Review
Mindfulness-Based Interventions Across Chronic Diseases: An Umbrella Review and Second-Order Meta-Analysis of Depressive Symptoms and Patient-Centered Outcomes
Danilo Ferreira de Sousa¹; Marcelo Silva Amorim²; Aretha Feitosa de Araújo³,⁴; Leandro Menezes Cavalcante²; Vitória Maria Carvalho de Azevêdo⁵; Melinda Dante Araújo⁶
¹ Independent Researcher, Brazil; prof.danilofersousa@gmail.com*
² Federal University of São Paulo (UNIFESP), São Paulo, Brazil.
³ Faculdade CECAPE, Ceará, Brazil.
⁴ Regional University of Cariri (URCA), Ceará, Brazil.
⁵ UniFacema University Center, Maranhão, Brazil.
⁶ Federal University of Espírito Santo (UFES), Espírito Santo, Brazil.
ARTICLE INFO
Edited by Dr G Liu
Keywords:
Mindfulness;
Chronic disease;
Umbrella review;
Meta-analysis;
Depression;
Integrated care.
Highlights
- Across diverse chronic diseases, mindfulness-based interventions were associated with a moderate reduction in depressive symptoms and a broader pattern of benefit for anxiety, stress, coping, and quality of life.
ABSTRACT
Chronic diseases impose sustained psychological and behavioral burdens that can amplify symptoms, reduce adherence, and impair quality of life. Mindfulness-based interventions (MBIs) are increasingly used as adjuncts to chronic disease care, but their effects are dispersed across disease-specific reviews. This umbrella review synthesized systematic reviews and meta-analyses of MBIs in adults with chronic diseases and performed a second-order meta-analysis of comparable depression outcomes. PubMed/MEDLINE and the Cochrane Library were searched from inception to July 1, 2026, with backward citation searching and targeted searches of journal repositories. Eligible reports were systematic reviews with meta-analysis of randomized or controlled trials evaluating structured MBIs in chronic disease populations. To limit double counting, one condition-specific estimate per disease category was selected for the quantitative synthesis. Standardized mean differences (SMDs) were harmonized so negative values favored MBIs and pooled with a random-effects restricted maximum likelihood model using Hartung-Knapp inference.

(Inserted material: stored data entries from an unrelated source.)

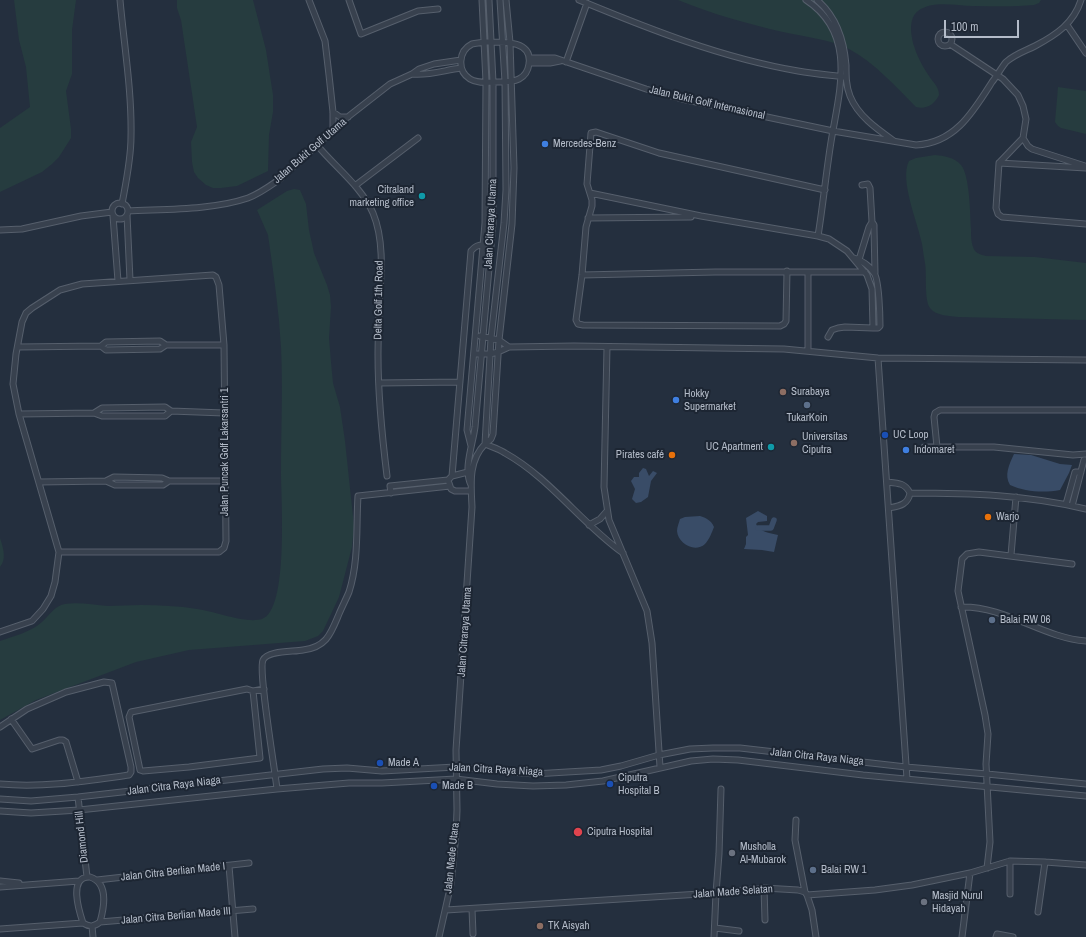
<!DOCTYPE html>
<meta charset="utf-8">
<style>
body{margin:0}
#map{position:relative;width:1086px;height:937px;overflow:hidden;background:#242f3e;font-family:"Archivo Narrow",sans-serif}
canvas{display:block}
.scale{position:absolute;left:944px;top:20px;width:75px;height:18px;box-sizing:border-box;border:2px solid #b4bcc9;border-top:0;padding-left:5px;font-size:12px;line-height:14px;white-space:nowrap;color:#b4bcc9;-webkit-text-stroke:3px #1d2633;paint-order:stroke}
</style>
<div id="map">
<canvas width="1086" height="937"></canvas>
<div class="scale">100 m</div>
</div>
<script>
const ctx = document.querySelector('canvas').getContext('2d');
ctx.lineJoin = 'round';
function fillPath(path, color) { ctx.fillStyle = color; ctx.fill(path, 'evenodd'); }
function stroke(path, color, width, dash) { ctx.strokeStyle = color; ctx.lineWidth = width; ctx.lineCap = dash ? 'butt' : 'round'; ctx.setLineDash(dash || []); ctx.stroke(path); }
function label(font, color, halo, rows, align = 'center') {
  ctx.font = font + ' "Archivo Narrow",sans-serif'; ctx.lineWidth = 4; ctx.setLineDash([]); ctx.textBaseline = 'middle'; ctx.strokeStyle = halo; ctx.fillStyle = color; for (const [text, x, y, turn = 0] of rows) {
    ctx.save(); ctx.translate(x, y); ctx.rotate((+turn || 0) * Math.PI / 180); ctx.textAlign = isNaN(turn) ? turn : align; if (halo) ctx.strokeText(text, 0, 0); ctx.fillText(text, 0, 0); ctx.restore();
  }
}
fillPath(new Path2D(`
 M14,0H76L72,30V74L66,91L71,129V138L59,157L52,164L42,172L0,192V128L30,107L26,67L19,40Z
 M177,0H253L266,50L273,95V112L269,135L268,171L237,186L221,188H213L206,185L198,178L194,172L192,162L191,142L197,127L181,20L177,8Z
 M678,0H1041L1039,3L1034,5C1014,7 993,6 973,6C956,6 933,0 918,11C908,19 911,35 914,46C917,56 923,67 929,76C933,82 939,87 939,95C935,104 926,110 916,107C896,87 874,62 849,49C829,39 805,37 783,32C748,24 712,14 678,0Z
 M1058,87L1086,91V134L1061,128C1058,126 1057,125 1055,122Z
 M935,155C944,156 954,157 961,165C970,176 970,214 971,229C971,236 971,245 975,251C978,254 982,255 986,256L1035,257L1086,263V320L959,317C950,316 936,316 930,308C924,300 927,274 925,263C924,257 923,251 922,244C918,223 899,180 909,161L916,158Z
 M294,189L300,190L306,204L309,230L314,253L327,285L330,295L331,307L329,338L331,362L333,383L340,407L345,441L354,526L352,547L339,597L323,631L318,636L305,641L189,650L136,662L36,700L0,720V641C14,636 31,632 42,622C50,615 54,606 65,604C79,602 94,605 108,606C119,606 130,605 141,605C159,605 179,606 197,609C214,611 246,624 262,619C289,610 281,498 281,473C281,431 283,389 281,347C279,312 274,277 269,242L268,235L257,210L287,191Z
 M0,538C3,547 7,559 0,567Z`), '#263c3f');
fillPath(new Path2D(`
 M1014,454L1031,455L1060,464L1072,465L1069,473L1060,490C1044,493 1025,492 1010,485C1004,475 1009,465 1014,454Z
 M643,468L646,469L649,476L653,471L657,473L651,481L648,497L641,502L636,503L632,499L635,489L631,481L634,477H639V473Z
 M758,511L767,516V521L758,522L756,524C760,532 769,533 778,535L774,552L762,550L744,549L746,544V537L748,535L746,518Z
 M700,516C706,518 711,520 714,527C712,532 709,540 705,544C695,553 678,544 677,531C677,527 679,523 680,519L685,517Z`), '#394c67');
stroke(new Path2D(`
 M758,528H771L774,520`), '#394c67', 5.5);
const minor = new Path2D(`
 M120,0C124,45 132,91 131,137C131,159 126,182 122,204
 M309,0L325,41L329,75L333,112V132
 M349,0L361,34L418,11L438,9
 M506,0L510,42L514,168L512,224L499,340L493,434L491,439L485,444C492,447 499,449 505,453C550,478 581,523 623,553
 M579,0C649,29 722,58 798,71C814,74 830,75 846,77
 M806,0C858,34 839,92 831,142C826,173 823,205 818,236L829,239L847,251L867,275L872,289L873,328
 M817,0C837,17 844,40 846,65C846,76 846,86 850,96C858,116 877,129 894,141
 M1067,25L1086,53
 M938 39a7 7 0 1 1 14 0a7 7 0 1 1-14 0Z
 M484,42C500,42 533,39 529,64C528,71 525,76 519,79C513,82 505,82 498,82C489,82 478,84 470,79C457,71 458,51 472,44C476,43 480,43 484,42Z
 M950,44L1003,79L1018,95L1023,106L1026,119L1023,138L999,163L996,208L998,214L1002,217L1086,224
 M529,58H555L646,89L682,99L833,131L916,145C955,143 973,112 992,82C997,76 1001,68 1006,62C1015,54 1025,51 1035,46C1056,35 1074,23 1081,0
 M566,62L587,3
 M529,63H550L560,61
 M412,74C428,76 445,70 461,68
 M333,112L340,117H348
 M1023,138L1028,146L1032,149L1085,166
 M317,145C336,168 361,186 373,213C385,242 381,276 379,306C379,322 378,339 378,355C378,396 382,436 387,476
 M999,163L1086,168
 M356,185L418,138
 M862,185L868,184L870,188L872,222
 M590,193L701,216L818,236
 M112 211a8 8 0 1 1 16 0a8 8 0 1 1-16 0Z
 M128,211C165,209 213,210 248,198C259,194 270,186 280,179L349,116L390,84L412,74L419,69L434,64L461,60
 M127,215L130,280
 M113,216L118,281
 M588,218L691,217
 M0,230L22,229L81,216L112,212
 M858,263L869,227L872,222L874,225V229L875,273
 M787,271L786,321L784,324L780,326L583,325L578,324L576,320L582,275L586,227L592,206V200L587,184L591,133L596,132L659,153L825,190
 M808,272V351
 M582,275L715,272H865
 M480,336L499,340L509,347
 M828,337L832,330L838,328L845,327L873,328H878L880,326C880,316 879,279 874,273C870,266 861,260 854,258
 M101,346L106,342L160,341L166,345
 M18,347L101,346L106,350L160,349L166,345H224
 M607,347L604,487L609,520L647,611L652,643L660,767
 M474,354H490L498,352L509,347L574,346L784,349L878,358L1086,360
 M878,358L907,779
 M379,383L460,382
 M94,413L102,408L165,407L171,411L224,413
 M19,414L94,413L102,416H165L171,411
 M471,446L467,430L485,223L486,82L482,0
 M924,447H994L1073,455L1086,454
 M937,447L934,417L935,413L940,410H1086
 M452,476L471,251C475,246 478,245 484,245
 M106,481L114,477L162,478L169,481
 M39,482L106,481L115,485H163L169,481H224
 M887,482C898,483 905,483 910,493C908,505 899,506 889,508
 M449,483L451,489L455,491H471
 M471,485C463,469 473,444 475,427L493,223V82L489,0
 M391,493L390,486L448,480L452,476L468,472
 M910,493C970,493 1028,495 1086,509
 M1066,504L1075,472H1081
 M1072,506L1084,460
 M589,525L600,519L607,511
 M1011,555L1016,497
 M961,607C1006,606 1043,638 1086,641
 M0,632L32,621L43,609L51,596L55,582L59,552L19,414L13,384L16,354L22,322L26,313L32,308L60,290L82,284L213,275L216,277L219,285L224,345L226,541L224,548L219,552H59
 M253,691L260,758L189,767L143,771L140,770L129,717L131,712L247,689L253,691L264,689
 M11,719L32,749L59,740H63L66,742L78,782
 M0,727L27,709L66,692L104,682L112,683L131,767V772L129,775C86,781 44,788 0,784
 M277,789C275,770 258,670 263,660C268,650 294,652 303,650C327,647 331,633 339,614C342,607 346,599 349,592C359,561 356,527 358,496L450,486
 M78,797L87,877
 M0,799L31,801L78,797L323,769L347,768L382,771L456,767L534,774L567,772L601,770L621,766L659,755L690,749L713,748H740L906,767L987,774L1086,784
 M0,811L31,813L79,810L277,789L349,783H382L456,779L497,784L533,786L566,785L603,781L691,761L713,759L738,760L863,775L1086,796
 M796,820L795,840L805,892
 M1010,861V894
 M229,866L235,937
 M987,868L990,842L986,764L988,734L985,715L958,591L962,559L967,554L979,552L1072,564
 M90,877C109,883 104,908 100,922C94,927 89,927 83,923C79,911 68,876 90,877Z
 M97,880L249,863
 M0,881L19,883
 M0,887L79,881
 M764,888L765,920
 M807,895L812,910L816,937
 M472,909L473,934
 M446,910L716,893L764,888L798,890L805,892L807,895L875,890L912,885L970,873L1010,861L1045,862L1086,865
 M1038,912L1045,862
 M100,922L253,909
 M92,926L93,937
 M715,928L739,931
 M0,929L83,923
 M439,937L451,884L456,834L457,810L456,750L472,507C471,485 468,461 485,444L491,338L504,223L506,190L505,82L500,0
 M714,937L716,893L719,854L721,789
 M962,937L970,873
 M996,937L997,934L1013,937`);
stroke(minor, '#565f6c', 7);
stroke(minor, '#38414e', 5);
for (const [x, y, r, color] of [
 [545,144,4,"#3f7fe0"],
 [422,196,4,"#0f9aa8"],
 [783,392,4,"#8d6e63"],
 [676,400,4,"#3f7fe0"],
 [807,405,4,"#5c6f8a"],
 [885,435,4,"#1a4fb4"],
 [794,443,4,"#8d6e63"],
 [771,447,4,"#0f9aa8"],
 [906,450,4,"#3f7fe0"],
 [672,455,4,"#e8710a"],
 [988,517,4,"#e8710a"],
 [992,620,4,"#5c6f8a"],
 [380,763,4,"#1a4fb4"],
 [610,784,4,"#1a4fb4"],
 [434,786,4,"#1a4fb4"],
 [578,832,5,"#e0444e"],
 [732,853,4,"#6b7280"],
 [813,870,4,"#5c6f8a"],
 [924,902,4,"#6b7280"],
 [540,926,4,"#8d6e63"]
]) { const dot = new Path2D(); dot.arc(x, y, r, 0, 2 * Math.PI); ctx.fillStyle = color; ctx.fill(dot); stroke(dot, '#1d2633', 1.5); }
label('11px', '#b4bcc9', '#1d2633', [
 ["Jalan Bukit Golf Internasional",707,103,13],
 ["Jalan Bukit Golf Utama",310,151,-41],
 ["Jalan Citraraya Utama",491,224,-87],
 ["Delta Golf 1th Road",379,300,-89],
 ["Jalan Puncak Golf Lakarsantri 1",225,452,-90],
 ["Jalan Citraraya Utama",465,632,-86],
 ["Jalan Citra Raya Niaga",817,757,6],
 ["Jalan Citra Raya Niaga",496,770,3],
 ["Jalan Citra Raya Niaga",174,786,-7],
 ["Diamond Hill",82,837,-96],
 ["Jalan Made Utara",452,858,-84],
 ["Jalan Citra Berlian Made I",173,872,-6],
 ["Jalan Made Selatan",733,892,-4],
 ["Jalan Citra Berlian Made III",176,916,-5]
]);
label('11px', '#b4bcc9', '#1d2633', [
 ["Mercedes-Benz",553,144],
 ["Citraland",414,190,"right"],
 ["marketing office",414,203,"right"],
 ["Surabaya",791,392],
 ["Hokky",684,394],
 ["Supermarket",684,407],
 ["TukarKoin",807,418,"center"],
 ["UC Loop",893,435],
 ["Universitas",802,437],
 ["Ciputra",802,450],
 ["UC Apartment",763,447,"right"],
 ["Indomaret",914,450],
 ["Pirates café",664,455,"right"],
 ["Warjo",996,517],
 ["Balai RW 06",1000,620],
 ["Made A",388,763],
 ["Ciputra",618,778],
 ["Hospital B",618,791],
 ["Made B",442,786],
 ["Ciputra Hospital",587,832],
 ["Musholla",740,847],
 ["Al-Mubarok",740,860],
 ["Balai RW 1",821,870],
 ["Masjid Nurul",932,896],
 ["Hidayah",932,909],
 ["TK Aisyah",548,926]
], 'left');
</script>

Twelve reviews informed the umbrella synthesis and 10 condition-specific estimates entered the second-order meta-analysis. Across cancer, fibromyalgia, type 2 diabetes, multiple sclerosis, Parkinson disease, chronic pain, inflammatory bowel disease, coronary artery disease, post-stroke populations, and hypertension, MBIs were associated with lower depressive symptom burden (pooled SMD = -0.62, 95% CI -0.80 to -0.43). Heterogeneity was moderate (I² = 51.1%; Q = 18.41, p = 0.031), and the 95% prediction interval (-1.01 to -0.23) remained in the direction of benefit. Leave-one-out estimates ranged from -0.66 to -0.58. Benefits were most consistent for depression, anxiety, stress, pain-related coping, and quality of life, whereas physiological outcomes such as blood pressure and glycemic control were more condition-dependent and supported by lower-certainty evidence. MBIs appear to provide a clinically meaningful adjunctive strategy across chronic diseases, particularly for psychological distress, but implementation should complement rather than replace disease-specific treatment.
Article
This umbrella review identified a consistent cross-disease signal: structured MBIs are associated with meaningful reductions in depressive symptoms among adults living with chronic disease.
The principal research priority is not simply to produce more small efficacy trials. Future studies should use active comparators when appropriate, prespecify core outcomes, report instructor competence and intervention fidelity, assess adverse events, and include sufficient follow-up to determine durability.